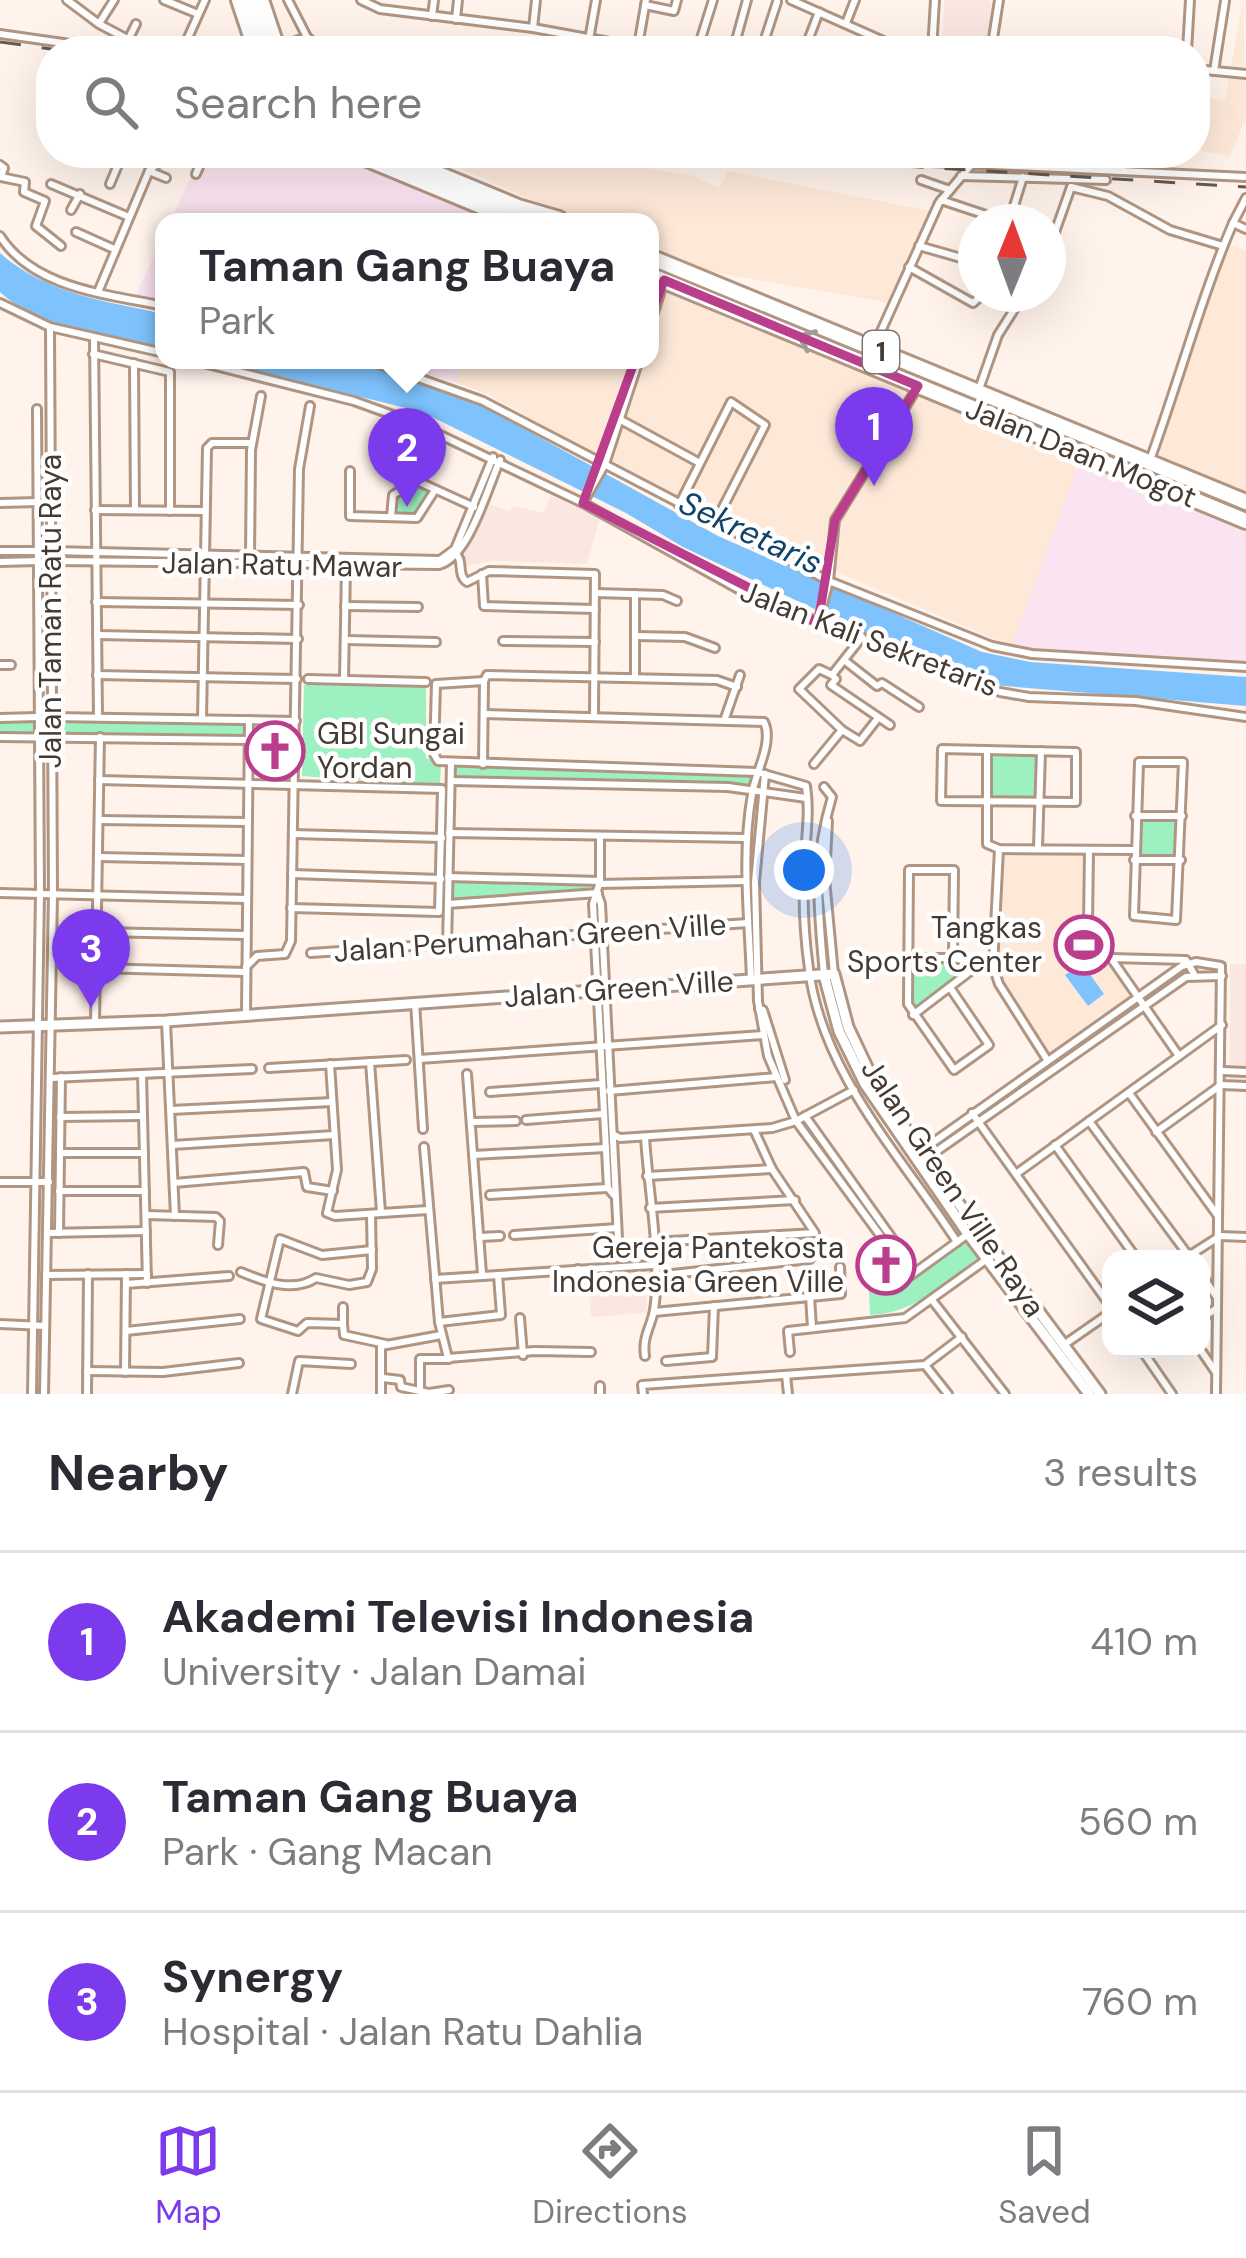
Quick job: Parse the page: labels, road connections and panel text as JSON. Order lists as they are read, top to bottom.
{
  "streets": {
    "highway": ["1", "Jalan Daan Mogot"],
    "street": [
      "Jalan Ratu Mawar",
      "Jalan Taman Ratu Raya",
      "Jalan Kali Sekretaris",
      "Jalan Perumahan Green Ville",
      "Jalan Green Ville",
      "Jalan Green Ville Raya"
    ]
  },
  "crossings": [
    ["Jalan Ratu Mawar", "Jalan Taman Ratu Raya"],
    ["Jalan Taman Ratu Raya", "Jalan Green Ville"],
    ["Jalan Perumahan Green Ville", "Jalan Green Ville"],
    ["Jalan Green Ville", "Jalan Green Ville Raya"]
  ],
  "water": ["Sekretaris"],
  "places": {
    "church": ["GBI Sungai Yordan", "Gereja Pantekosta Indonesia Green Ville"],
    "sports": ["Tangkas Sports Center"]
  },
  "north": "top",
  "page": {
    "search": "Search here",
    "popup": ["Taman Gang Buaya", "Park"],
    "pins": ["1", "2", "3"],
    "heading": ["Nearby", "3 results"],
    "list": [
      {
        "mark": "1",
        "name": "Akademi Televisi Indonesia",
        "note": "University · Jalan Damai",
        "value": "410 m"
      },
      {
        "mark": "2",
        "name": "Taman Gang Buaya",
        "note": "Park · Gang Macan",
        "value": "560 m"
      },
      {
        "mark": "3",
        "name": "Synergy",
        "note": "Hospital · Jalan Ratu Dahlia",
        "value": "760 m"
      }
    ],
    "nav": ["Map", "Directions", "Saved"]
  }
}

-- Work to complete --
All lines containing "Park" in the material above should appear in your reply, copied exactly.

-- Expected output --
    "popup": ["Taman Gang Buaya", "Park"],
        "note": "Park · Gang Macan",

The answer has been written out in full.